Stored items:
--- --- ---
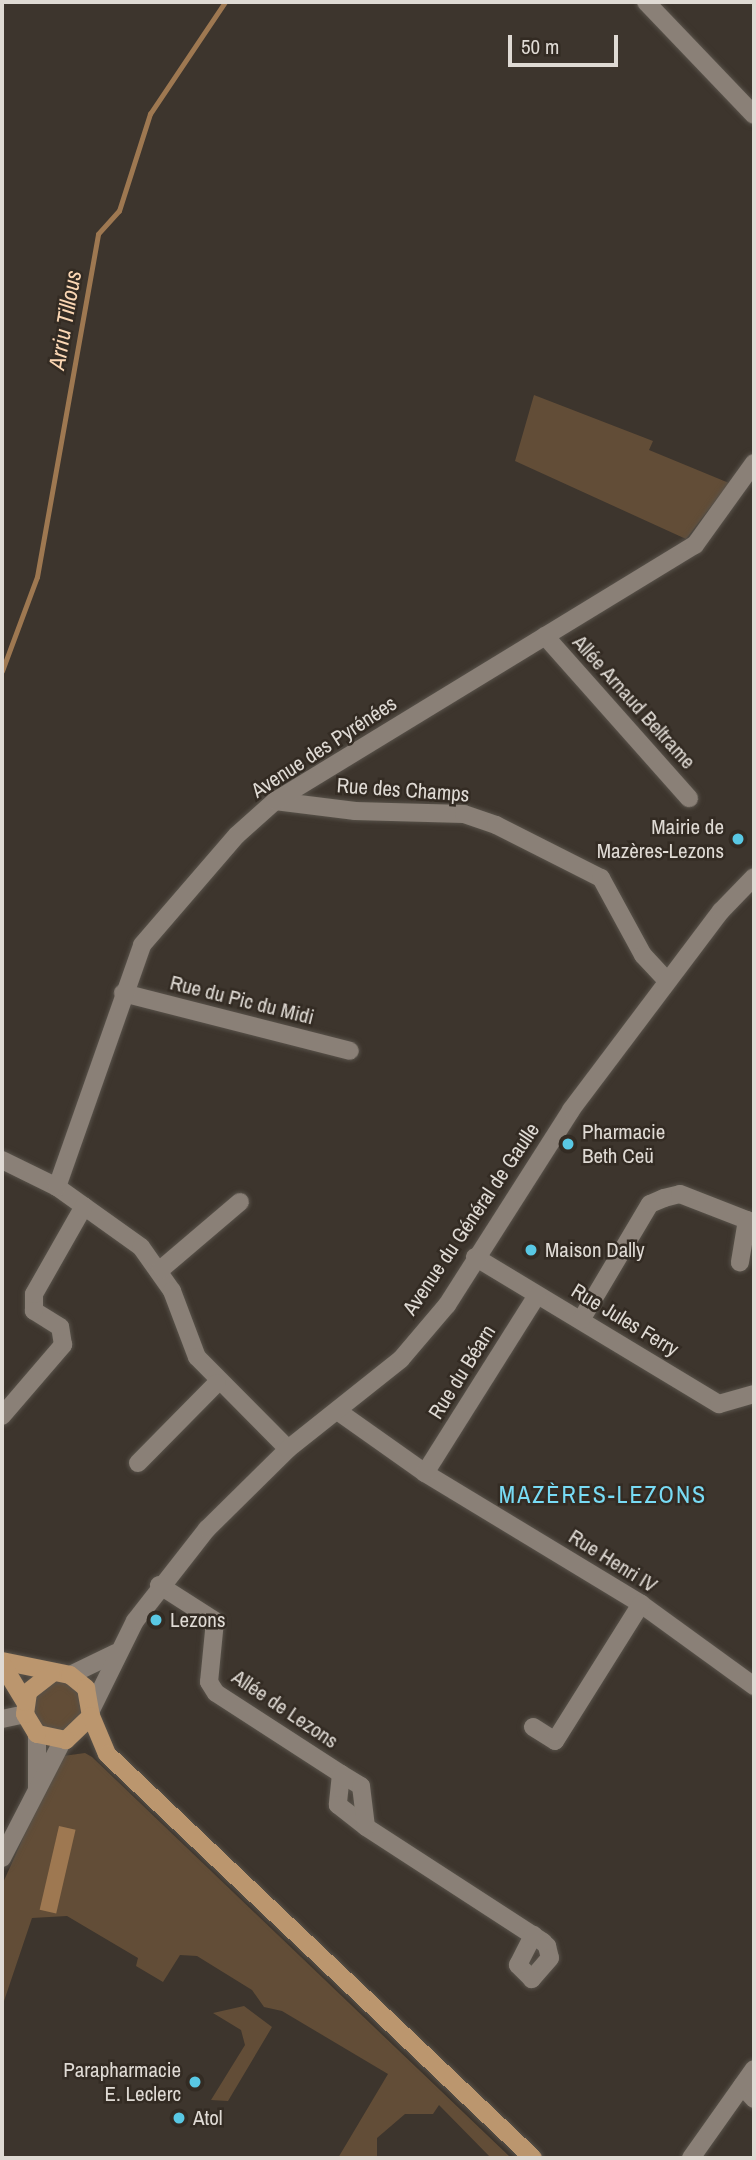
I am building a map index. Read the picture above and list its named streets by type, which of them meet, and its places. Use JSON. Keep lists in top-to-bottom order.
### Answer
{
  "streets": {
    "street": [
      "Allée Arnaud Beltrame",
      "Avenue des Pyrénées",
      "Rue des Champs",
      "Rue du Pic du Midi",
      "Avenue du Général de Gaulle",
      "Rue Jules Ferry",
      "Rue du Béarn",
      "Rue Henri IV",
      "Allée de Lezons"
    ]
  },
  "crossings": [
    ["Allée Arnaud Beltrame", "Avenue des Pyrénées"],
    ["Avenue des Pyrénées", "Rue des Champs"],
    ["Avenue des Pyrénées", "Rue du Pic du Midi"],
    ["Rue des Champs", "Avenue du Général de Gaulle"],
    ["Avenue du Général de Gaulle", "Rue Jules Ferry"],
    ["Avenue du Général de Gaulle", "Rue Henri IV"],
    ["Avenue du Général de Gaulle", "Allée de Lezons"],
    ["Rue Jules Ferry", "Rue du Béarn"],
    ["Rue du Béarn", "Rue Henri IV"]
  ],
  "districts": ["MAZÈRES-LEZONS"],
  "water": ["Arriu Tillous"],
  "places": [
    "Mairie de Mazères-Lezons",
    "Pharmacie Beth Ceü",
    "Maison Dally",
    "Lezons",
    "Parapharmacie E. Leclerc",
    "Atol"
  ],
  "scale_bar": "50 m"
}
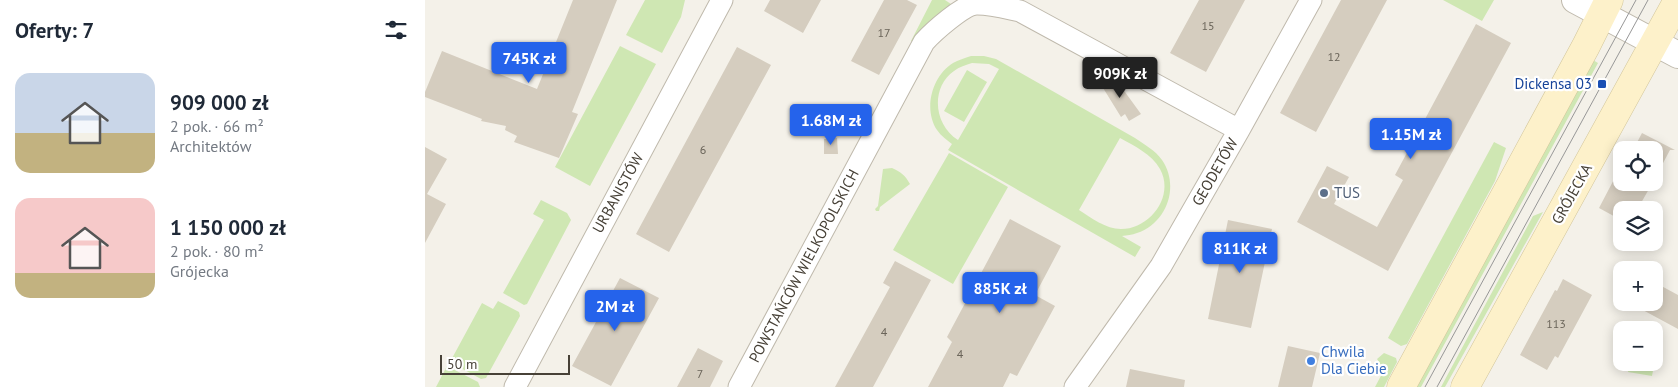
--- --- ---
**Try it:** The records above, minus their pictures, are to be returned verbatim.

**Exercise answer:**
I am building a map index. Read the picture above and list its named streets by type, which of them meet, and its places. Use JSON. Keep lists in top-to-bottom order.
### Answer
{
  "streets": {
    "street": [
      "Allée Arnaud Beltrame",
      "Avenue des Pyrénées",
      "Rue des Champs",
      "Rue du Pic du Midi",
      "Avenue du Général de Gaulle",
      "Rue Jules Ferry",
      "Rue du Béarn",
      "Rue Henri IV",
      "Allée de Lezons"
    ]
  },
  "crossings": [
    ["Allée Arnaud Beltrame", "Avenue des Pyrénées"],
    ["Avenue des Pyrénées", "Rue des Champs"],
    ["Avenue des Pyrénées", "Rue du Pic du Midi"],
    ["Rue des Champs", "Avenue du Général de Gaulle"],
    ["Avenue du Général de Gaulle", "Rue Jules Ferry"],
    ["Avenue du Général de Gaulle", "Rue Henri IV"],
    ["Avenue du Général de Gaulle", "Allée de Lezons"],
    ["Rue Jules Ferry", "Rue du Béarn"],
    ["Rue du Béarn", "Rue Henri IV"]
  ],
  "districts": ["MAZÈRES-LEZONS"],
  "water": ["Arriu Tillous"],
  "places": [
    "Mairie de Mazères-Lezons",
    "Pharmacie Beth Ceü",
    "Maison Dally",
    "Lezons",
    "Parapharmacie E. Leclerc",
    "Atol"
  ],
  "scale_bar": "50 m"
}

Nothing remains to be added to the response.